To me, some of the other words on the Collins shortlist are more representative of 2015 than the eventual winner. Corbynomics, the economic policies advocated by the UK Labour leader Jeremy Corbyn is included, and Jeremy Corbyn’s influence on the language has already been documented on Wordability this year. Transgender, relating to a person whose gender identity does not fullycorrespond to the sex assigned to them at birth, has been a big discussion point. And Contactless, making payments without signature or PIN, has gone increasingly mainstream this year and would have been a justified winner.

So the benchmark has been set for Word of the Year winners. I hope that subsequent winners will be able to exceed it.

Breastsleeping May be the Answer

One of the difficult issues facing new mothers is feeding their children overnight. The decision over whether or not to have your baby in bed with you is one often fraught with difficulty, with uncertainty over whether it is safe counterbalanced by the fact that for many tired parents, having your child close by is the only realistic option if you want to breast feed.

A pair of researchers may have now solved the problem by writing a paper analysing the practice and coining a term specifically to remove the stigma surrounding it.
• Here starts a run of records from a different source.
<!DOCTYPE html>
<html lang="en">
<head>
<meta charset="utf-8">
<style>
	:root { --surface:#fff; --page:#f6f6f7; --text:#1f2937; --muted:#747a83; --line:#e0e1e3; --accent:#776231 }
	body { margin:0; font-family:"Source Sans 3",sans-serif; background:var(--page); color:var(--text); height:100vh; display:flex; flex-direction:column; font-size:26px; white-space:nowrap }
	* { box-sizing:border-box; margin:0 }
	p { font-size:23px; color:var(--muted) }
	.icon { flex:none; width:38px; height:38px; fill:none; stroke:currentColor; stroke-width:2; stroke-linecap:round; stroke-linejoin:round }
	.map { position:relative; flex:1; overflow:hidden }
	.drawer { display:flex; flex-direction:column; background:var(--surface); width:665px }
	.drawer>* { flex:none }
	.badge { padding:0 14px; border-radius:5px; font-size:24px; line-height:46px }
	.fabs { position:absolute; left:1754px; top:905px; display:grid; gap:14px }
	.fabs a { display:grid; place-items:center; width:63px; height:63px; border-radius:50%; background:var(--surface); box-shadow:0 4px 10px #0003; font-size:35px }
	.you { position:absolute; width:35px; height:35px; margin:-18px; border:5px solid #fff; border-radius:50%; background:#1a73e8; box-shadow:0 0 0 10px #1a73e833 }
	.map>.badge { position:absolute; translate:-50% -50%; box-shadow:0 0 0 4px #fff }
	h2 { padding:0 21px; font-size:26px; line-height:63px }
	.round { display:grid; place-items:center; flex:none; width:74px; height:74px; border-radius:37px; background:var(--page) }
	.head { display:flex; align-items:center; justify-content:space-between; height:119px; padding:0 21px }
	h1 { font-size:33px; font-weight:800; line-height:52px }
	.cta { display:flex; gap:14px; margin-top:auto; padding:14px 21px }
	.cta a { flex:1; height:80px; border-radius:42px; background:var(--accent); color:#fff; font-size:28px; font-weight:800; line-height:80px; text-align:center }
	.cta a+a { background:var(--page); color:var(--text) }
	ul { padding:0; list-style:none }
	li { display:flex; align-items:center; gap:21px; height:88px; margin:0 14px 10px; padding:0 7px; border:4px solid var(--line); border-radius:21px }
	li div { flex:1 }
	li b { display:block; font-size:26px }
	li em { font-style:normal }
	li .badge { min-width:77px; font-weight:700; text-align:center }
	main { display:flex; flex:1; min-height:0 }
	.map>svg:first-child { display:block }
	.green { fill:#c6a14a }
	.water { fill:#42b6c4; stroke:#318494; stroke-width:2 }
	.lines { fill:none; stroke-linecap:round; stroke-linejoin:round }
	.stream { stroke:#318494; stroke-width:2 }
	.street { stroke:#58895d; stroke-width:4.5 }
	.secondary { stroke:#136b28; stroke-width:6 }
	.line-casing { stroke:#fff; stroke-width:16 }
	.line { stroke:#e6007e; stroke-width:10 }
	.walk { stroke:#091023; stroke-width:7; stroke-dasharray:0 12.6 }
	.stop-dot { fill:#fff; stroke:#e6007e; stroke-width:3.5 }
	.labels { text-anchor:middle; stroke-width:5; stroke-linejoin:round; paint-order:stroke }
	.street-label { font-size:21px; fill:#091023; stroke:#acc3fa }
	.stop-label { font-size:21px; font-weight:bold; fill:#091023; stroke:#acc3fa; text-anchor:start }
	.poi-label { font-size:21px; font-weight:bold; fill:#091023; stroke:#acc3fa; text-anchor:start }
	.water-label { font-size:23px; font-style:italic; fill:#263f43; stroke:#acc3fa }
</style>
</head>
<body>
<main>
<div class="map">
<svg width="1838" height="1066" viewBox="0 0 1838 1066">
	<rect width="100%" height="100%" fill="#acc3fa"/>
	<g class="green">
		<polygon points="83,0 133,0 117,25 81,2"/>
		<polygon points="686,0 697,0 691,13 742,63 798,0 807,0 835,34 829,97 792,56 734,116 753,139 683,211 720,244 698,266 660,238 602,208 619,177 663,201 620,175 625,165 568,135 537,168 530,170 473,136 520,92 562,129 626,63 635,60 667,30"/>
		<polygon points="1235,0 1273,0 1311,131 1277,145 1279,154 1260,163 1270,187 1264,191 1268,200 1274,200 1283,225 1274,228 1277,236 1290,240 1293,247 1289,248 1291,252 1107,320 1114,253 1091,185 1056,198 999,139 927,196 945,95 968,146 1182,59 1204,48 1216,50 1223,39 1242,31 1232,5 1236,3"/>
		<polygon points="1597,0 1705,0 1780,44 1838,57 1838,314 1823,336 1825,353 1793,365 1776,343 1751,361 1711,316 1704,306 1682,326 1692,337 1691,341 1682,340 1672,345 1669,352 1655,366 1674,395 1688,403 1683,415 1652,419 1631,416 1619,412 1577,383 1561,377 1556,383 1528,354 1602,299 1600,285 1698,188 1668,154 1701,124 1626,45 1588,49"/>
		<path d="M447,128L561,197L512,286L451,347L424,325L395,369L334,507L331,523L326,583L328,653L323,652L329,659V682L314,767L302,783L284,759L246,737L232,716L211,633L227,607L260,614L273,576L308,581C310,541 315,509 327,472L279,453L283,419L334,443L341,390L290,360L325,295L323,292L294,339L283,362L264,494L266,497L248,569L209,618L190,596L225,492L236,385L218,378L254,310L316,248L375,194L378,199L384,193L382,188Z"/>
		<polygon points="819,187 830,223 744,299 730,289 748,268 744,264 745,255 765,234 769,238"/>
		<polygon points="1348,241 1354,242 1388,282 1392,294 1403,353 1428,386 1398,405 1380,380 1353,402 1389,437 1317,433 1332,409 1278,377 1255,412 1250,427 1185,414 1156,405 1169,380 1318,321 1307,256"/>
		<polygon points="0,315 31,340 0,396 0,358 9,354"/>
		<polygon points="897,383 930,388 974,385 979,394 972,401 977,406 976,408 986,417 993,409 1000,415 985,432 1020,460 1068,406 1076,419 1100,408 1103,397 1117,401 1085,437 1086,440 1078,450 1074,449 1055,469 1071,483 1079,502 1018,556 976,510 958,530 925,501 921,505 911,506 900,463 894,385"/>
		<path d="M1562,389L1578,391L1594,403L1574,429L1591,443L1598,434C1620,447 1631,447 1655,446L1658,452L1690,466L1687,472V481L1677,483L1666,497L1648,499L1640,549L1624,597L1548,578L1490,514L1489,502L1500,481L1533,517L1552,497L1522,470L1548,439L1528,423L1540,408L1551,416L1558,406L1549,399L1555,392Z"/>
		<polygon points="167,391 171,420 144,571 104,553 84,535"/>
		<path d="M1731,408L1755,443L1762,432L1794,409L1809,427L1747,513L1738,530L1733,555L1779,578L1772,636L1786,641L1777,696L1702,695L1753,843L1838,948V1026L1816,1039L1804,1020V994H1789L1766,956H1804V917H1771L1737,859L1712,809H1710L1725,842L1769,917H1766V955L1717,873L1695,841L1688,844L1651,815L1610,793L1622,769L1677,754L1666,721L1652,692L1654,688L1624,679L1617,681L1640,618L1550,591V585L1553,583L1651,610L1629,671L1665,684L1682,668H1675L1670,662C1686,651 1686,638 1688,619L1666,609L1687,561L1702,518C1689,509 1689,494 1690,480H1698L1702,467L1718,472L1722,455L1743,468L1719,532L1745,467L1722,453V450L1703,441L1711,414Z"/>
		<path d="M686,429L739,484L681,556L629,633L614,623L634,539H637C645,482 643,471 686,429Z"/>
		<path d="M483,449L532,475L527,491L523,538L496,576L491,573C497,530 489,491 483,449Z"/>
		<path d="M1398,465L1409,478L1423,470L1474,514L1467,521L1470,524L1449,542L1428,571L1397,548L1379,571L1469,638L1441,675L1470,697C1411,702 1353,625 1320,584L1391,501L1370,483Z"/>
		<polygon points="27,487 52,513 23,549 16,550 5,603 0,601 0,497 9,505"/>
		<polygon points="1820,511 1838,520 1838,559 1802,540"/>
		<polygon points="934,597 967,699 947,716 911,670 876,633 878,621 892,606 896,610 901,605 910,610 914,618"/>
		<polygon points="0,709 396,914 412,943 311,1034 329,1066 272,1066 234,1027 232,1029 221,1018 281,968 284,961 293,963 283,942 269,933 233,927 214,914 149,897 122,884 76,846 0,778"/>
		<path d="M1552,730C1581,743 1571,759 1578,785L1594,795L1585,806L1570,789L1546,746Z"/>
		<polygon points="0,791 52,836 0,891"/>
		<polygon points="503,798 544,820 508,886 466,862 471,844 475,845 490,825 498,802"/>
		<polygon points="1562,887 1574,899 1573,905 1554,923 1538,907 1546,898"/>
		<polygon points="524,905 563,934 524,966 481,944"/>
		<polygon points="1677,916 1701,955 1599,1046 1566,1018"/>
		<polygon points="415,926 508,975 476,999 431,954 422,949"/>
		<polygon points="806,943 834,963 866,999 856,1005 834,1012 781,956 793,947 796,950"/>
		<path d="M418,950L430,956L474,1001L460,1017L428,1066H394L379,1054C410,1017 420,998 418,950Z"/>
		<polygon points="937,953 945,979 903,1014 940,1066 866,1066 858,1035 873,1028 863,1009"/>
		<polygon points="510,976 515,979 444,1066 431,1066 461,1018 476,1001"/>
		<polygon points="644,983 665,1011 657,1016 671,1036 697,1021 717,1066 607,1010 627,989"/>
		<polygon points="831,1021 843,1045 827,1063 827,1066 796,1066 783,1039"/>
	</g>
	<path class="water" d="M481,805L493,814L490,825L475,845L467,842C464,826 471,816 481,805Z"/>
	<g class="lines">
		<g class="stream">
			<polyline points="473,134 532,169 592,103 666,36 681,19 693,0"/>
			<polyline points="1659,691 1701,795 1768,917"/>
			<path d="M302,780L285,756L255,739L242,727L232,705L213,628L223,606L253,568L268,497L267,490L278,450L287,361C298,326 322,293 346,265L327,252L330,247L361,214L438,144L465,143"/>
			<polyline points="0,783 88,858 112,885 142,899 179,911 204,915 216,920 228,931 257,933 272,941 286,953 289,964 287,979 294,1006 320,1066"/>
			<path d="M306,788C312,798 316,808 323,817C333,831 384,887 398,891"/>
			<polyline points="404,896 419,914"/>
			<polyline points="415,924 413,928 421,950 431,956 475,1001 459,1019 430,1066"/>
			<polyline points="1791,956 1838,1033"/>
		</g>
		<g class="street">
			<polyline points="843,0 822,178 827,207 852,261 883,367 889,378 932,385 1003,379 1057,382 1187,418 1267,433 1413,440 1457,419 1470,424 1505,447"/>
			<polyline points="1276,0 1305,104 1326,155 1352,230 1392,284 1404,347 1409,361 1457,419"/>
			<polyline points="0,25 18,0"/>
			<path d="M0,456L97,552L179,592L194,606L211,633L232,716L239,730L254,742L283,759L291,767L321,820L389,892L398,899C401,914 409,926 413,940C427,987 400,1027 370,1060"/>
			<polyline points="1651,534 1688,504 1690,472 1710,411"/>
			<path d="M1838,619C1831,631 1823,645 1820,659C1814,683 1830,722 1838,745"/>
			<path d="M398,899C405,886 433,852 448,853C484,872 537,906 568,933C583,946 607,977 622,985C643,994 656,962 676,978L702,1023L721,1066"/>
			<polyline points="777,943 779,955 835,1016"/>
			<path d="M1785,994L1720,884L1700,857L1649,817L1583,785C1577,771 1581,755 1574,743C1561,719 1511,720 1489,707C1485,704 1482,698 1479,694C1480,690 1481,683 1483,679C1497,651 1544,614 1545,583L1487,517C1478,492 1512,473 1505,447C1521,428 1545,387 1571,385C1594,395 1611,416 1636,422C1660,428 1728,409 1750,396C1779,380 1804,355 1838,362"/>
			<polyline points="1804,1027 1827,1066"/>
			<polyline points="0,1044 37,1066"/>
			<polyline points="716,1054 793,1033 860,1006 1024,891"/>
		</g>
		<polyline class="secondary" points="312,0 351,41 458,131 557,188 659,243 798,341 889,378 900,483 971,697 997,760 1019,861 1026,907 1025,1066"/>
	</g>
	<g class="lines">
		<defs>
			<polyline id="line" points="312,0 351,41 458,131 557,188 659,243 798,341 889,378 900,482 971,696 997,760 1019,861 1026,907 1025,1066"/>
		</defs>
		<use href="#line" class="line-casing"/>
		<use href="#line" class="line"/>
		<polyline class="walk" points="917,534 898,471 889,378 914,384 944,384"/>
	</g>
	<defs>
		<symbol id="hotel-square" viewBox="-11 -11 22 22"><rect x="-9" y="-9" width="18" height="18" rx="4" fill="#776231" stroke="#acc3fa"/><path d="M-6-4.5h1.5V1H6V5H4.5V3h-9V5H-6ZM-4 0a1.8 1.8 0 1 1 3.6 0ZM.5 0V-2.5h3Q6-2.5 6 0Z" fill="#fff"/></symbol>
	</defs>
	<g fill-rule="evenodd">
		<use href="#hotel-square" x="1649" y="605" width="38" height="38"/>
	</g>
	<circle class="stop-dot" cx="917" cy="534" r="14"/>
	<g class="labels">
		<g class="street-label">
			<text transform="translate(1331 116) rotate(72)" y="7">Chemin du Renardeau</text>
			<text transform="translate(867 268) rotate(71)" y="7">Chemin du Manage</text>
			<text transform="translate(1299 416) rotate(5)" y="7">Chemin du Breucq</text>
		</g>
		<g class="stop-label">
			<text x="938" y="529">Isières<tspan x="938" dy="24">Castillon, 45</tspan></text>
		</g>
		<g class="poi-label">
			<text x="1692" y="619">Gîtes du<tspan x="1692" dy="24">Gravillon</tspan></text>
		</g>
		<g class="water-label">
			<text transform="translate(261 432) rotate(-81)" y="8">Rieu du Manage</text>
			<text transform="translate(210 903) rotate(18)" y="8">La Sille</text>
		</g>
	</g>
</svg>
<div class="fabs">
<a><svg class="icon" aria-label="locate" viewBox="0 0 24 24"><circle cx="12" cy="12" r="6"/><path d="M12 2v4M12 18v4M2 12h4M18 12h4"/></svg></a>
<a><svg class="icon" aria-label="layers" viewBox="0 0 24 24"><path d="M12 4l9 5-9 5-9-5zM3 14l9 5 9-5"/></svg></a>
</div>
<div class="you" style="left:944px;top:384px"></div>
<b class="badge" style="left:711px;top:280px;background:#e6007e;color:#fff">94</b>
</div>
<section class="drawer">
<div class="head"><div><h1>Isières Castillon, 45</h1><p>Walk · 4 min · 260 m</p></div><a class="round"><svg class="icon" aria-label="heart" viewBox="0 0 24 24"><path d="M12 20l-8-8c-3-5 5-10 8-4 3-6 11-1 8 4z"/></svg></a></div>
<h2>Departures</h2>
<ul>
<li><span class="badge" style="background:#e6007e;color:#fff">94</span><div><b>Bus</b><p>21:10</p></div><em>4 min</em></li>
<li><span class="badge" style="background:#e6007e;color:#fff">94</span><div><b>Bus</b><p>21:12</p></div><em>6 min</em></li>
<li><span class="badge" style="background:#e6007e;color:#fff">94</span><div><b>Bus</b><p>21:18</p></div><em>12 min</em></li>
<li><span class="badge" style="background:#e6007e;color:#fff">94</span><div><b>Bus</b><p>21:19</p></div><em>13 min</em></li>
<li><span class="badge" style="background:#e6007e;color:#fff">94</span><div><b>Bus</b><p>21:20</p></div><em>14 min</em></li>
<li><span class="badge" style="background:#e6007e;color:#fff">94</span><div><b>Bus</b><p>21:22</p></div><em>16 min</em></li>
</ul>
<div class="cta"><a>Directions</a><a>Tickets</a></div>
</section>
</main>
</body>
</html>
James McKenna and Lee Gettler propose the word Breastsleeping.

To make the point, they include the term in the title of their paper, which is called: “There is no such thing as infant sleep, there is no such thing as breastfeeding, there is only breastsleeping.” In the abstract they comment that this new word will help to resolve the debate about bedsharing and help researchers understand in greater detail different ways of breastfeeding children.

There has long been a huge debate over whether sleeping with your baby is safe or not, and the creation of this new word is not going to close the issue down. However, it gives legitimacy to the practice by identifying it and analysing it, and the millions of people who do this with their babies may well feel support and backing for their actions by this, especially if the word starts to catch on. And because breastsleeping is so widespread, I think there is a chance that it will.